→ **Aim of the exercise**: In the entries that follow, find the line containing "margin:0; padding:0; list-style:none"; from there, copy every line exactly through the line containing "flex:none; width:33px; height:33px;".
***** Records provided
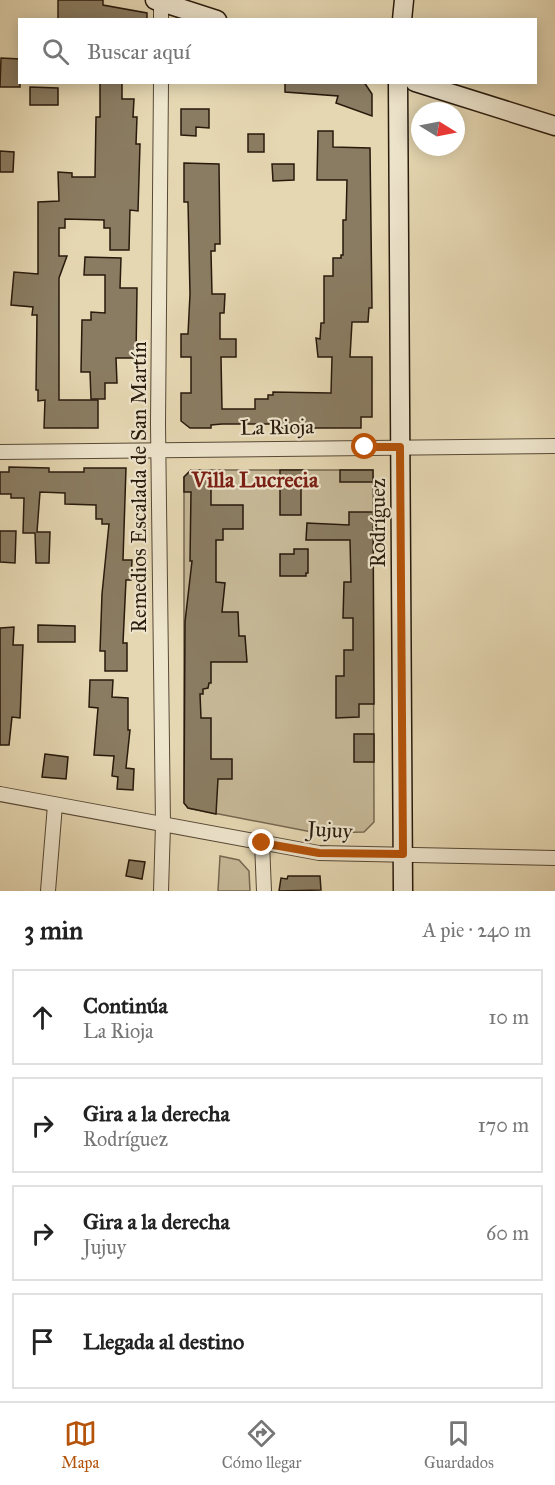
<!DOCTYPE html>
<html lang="es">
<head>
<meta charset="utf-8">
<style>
  body { margin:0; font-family:"IM FELL Great Primer",serif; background:#f2f2f2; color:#222 }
  .compass { position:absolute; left:411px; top:102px; width:54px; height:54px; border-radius:50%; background:#fff; box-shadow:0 3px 15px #0003; rotate:100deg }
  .stop { position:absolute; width:18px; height:18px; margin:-14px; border:4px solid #b45309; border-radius:50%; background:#fff }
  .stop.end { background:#b45309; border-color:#fff; box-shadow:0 2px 6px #0008 }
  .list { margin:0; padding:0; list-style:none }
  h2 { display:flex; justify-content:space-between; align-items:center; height:78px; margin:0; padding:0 24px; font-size:26px }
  h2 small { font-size:20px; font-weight:400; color:#767676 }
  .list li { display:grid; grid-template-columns:39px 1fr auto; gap:18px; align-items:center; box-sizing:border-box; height:96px; margin:0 12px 12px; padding:0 12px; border:2px solid #e0e0e0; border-radius:0px }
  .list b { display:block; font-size:22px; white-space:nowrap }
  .list p { margin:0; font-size:20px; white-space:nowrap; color:#767676 }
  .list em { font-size:20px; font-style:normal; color:#767676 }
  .icon { flex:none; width:33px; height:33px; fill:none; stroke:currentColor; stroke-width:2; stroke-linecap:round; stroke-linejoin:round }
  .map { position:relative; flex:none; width:555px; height:891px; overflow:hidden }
  .search { position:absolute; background:#fff; box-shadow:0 3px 15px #0003; left:18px; right:18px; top:18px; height:66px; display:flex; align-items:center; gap:15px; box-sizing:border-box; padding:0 21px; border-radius:0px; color:#767676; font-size:22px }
  .sheet { height:510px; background:#fff }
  nav { display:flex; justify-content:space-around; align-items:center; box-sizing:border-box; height:84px; border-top:2px solid #e0e0e0; background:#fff; font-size:16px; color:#767676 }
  nav a { display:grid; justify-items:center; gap:3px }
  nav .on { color:#b45309 }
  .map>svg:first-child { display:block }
  .green { fill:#c5b796; stroke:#766851; stroke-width:1.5 }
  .building { fill:#8a7c62; stroke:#281a0c; stroke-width:1.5 }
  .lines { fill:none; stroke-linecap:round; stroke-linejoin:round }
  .minor-casing { stroke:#574936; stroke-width:16 }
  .secondary-casing { stroke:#281a0c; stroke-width:21 }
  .minor { stroke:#eee5cd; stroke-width:14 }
  .secondary { stroke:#eee5cd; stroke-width:18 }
  .route { stroke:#b45309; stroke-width:8 }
  .labels { text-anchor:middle; stroke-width:4.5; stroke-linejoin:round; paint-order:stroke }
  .street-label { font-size:21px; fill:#281a0c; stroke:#eee5cd }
  .neighbourhood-label { font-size:22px; font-weight:bold; fill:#7a1f14; stroke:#eee5cd }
</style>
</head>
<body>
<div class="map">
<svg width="555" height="891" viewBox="0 0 555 891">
  <rect width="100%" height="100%" fill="#e5d7b2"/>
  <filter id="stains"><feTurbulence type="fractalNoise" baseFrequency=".00333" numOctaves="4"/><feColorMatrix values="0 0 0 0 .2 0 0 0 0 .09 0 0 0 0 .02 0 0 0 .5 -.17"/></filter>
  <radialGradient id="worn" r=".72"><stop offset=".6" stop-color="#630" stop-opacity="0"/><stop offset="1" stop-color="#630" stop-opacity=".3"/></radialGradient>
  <g class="green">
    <polygon points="191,470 373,470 374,822 364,832 317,833 188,808 184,803 184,477"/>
    <polygon points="220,856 239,860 249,871 250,891 218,891"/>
  </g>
  <g class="building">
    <polygon points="58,0 103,0 103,5 147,13 147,20 58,20"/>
    <polygon points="1,58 20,59 20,87 0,87"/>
    <polygon points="100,82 122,82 122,99 134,99 133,117 137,117 136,144 140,144 138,211 130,210 129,250 110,250 110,228 104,228 104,220 65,219 65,228 59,228 59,256 67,256 59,278 59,400 98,400 98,428 44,428 45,400 38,401 38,390 36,390 37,315 32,315 33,307 11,305 14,272 38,274 38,202 59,201 58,172 72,173 72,177 95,177 96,117 100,117"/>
    <polygon points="285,82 364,82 372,94 372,116 336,103 338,96 285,92"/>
    <polygon points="30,87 58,88 58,105 30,105"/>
    <polygon points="181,109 209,109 209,128 196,127 196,136 181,135"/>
    <polygon points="318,131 333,131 333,147 370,148 372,308 369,308 368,322 352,322 350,357 372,357 372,417 361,417 361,428 273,428 273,424 222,424 211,425 211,428 190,428 181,421 181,393 191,393 191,357 181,357 181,334 188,334 190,294 188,202 184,202 184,163 219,164 220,244 215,244 215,251 211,251 212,294 225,294 224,313 220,313 220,339 236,339 236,357 221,357 222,409 255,409 255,399 268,399 268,395 273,395 273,392 331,393 332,357 318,357 316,338 320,339 321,323 324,323 324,276 333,276 333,258 341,258 341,255 343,255 343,220 346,220 347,180 317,180"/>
    <rect x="248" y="134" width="16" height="18"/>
    <polygon points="0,151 14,152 13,172 0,172"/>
    <polygon points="272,164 294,164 294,180 273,181"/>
    <polygon points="85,257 121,258 120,288 137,288 136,358 116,358 117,383 105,383 105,399 91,399 90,372 81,372 82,320 91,320 91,312 105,313 105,275 84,275"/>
    <polygon points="9,467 49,468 49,472 84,472 84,468 126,468 123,560 132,560 131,580 126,580 123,643 127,643 127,671 105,671 105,651 100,651 102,594 109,524 102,524 102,519 96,519 96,505 65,504 65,493 40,492 37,532 50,532 49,563 36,563 35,533 23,533 24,498 11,498 11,494 0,494 0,472 9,472"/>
    <polygon points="191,470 211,470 211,505 243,505 243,529 223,529 223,540 216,540 216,582 225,583 222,612 238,612 239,636 245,636 247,662 211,662 211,683 209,683 208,688 203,689 203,694 200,694 201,718 211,718 211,759 232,759 232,779 218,779 216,814 188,808 184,803 185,622 192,561 190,561 191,492 184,492 184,477"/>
    <polygon points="280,470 304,470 304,487 301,487 301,515 280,515"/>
    <rect x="340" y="470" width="33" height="12"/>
    <polygon points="349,512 373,512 374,704 359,704 359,717 336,718 336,676 344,676 344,650 353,650 353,618 343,618 344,582 351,582 350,540 306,540 307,523 349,525"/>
    <polygon points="0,531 16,531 15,563 0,562"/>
    <polygon points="294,549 308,549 308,573 306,573 306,576 280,576 280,554 294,554"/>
    <polygon points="38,625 75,626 75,642 38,642"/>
    <polygon points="14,627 13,645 23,645 20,718 12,717 9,745 0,745 0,628"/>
    <polygon points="90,680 113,680 112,697 128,698 128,730 130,730 126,768 134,769 133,790 117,789 118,777 112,776 114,756 94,755 98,708 89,707"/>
    <rect x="354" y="734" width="20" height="28"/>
    <polygon points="45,754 68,757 66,779 42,777"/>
    <polygon points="129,860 145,862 142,879 126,876"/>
    <polygon points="288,876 320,876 321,890 279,891 281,878 287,879"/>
  </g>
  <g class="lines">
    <defs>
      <g id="minor">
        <polyline points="161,20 161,2"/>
        <polyline points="0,452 555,446"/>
        <polyline points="0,794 319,853 555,858"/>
        <polyline points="262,843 264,891"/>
        <polyline points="48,891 55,805"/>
        <polyline points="161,891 163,825 158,424 161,82"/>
      </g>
      <g id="secondary">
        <polyline points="155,0 217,20"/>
        <polyline points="402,20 404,0"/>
        <polyline points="398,82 403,891"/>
        <polyline points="415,82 555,126"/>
      </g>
    </defs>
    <use href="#minor" class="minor-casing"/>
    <use href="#secondary" class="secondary-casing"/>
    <use href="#minor" class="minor"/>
    <use href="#secondary" class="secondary"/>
  </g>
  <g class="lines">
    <polyline class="route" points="262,843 319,853 403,854 400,447 365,447"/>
  </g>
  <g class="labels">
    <g class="street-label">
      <text transform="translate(277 427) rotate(-1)" y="7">La Rioja</text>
      <text transform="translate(139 487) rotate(-90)" y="7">Remedios Escalada de San Martín</text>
      <text transform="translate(378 523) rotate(-90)" y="7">Rodríguez</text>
      <text transform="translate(330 830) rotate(4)" y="7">Jujuy</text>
    </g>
    <g class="neighbourhood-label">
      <text x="255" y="487">Villa Lucrecia</text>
    </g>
  </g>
  <rect width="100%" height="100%" filter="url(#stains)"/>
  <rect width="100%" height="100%" fill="url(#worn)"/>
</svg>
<svg class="compass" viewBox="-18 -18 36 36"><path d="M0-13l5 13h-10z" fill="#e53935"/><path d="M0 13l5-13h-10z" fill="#767676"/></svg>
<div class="stop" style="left:365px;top:447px"></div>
<div class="stop end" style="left:262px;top:843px"></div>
<div class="search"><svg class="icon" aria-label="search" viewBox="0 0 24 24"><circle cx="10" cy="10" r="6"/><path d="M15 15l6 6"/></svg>Buscar aquí</div>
</div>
<section class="sheet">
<h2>3 min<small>A pie · 240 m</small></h2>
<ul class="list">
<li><svg class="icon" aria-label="ahead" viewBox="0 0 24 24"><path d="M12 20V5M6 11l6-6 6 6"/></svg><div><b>Continúa</b><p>La Rioja</p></div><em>10 m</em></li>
<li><svg class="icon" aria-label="right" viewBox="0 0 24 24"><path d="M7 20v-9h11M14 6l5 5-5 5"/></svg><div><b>Gira a la derecha</b><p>Rodríguez</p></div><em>170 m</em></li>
<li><svg class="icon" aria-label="right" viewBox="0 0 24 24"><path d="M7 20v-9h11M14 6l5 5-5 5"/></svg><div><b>Gira a la derecha</b><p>Jujuy</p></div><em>60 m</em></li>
<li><svg class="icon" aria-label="arrive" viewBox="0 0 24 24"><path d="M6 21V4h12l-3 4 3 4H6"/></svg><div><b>Llegada al destino</b></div></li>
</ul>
</section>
<nav>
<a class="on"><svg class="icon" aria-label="map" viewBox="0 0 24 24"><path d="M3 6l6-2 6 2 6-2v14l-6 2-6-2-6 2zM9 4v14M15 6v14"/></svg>Mapa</a>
<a><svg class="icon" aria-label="directions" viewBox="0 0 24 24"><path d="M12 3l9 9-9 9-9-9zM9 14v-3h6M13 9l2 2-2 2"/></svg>Cómo llegar</a>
<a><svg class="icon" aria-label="saved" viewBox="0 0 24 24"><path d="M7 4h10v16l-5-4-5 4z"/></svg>Guardados</a>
</nav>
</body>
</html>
**********
→ **Reply to the task**:
  .list { margin:0; padding:0; list-style:none }
  h2 { display:flex; justify-content:space-between; align-items:center; height:78px; margin:0; padding:0 24px; font-size:26px }
  h2 small { font-size:20px; font-weight:400; color:#767676 }
  .list li { display:grid; grid-template-columns:39px 1fr auto; gap:18px; align-items:center; box-sizing:border-box; height:96px; margin:0 12px 12px; padding:0 12px; border:2px solid #e0e0e0; border-radius:0px }
  .list b { display:block; font-size:22px; white-space:nowrap }
  .list p { margin:0; font-size:20px; white-space:nowrap; color:#767676 }
  .list em { font-size:20px; font-style:normal; color:#767676 }
  .icon { flex:none; width:33px; height:33px; fill:none; stroke:currentColor; stroke-width:2; stroke-linecap:round; stroke-linejoin:round }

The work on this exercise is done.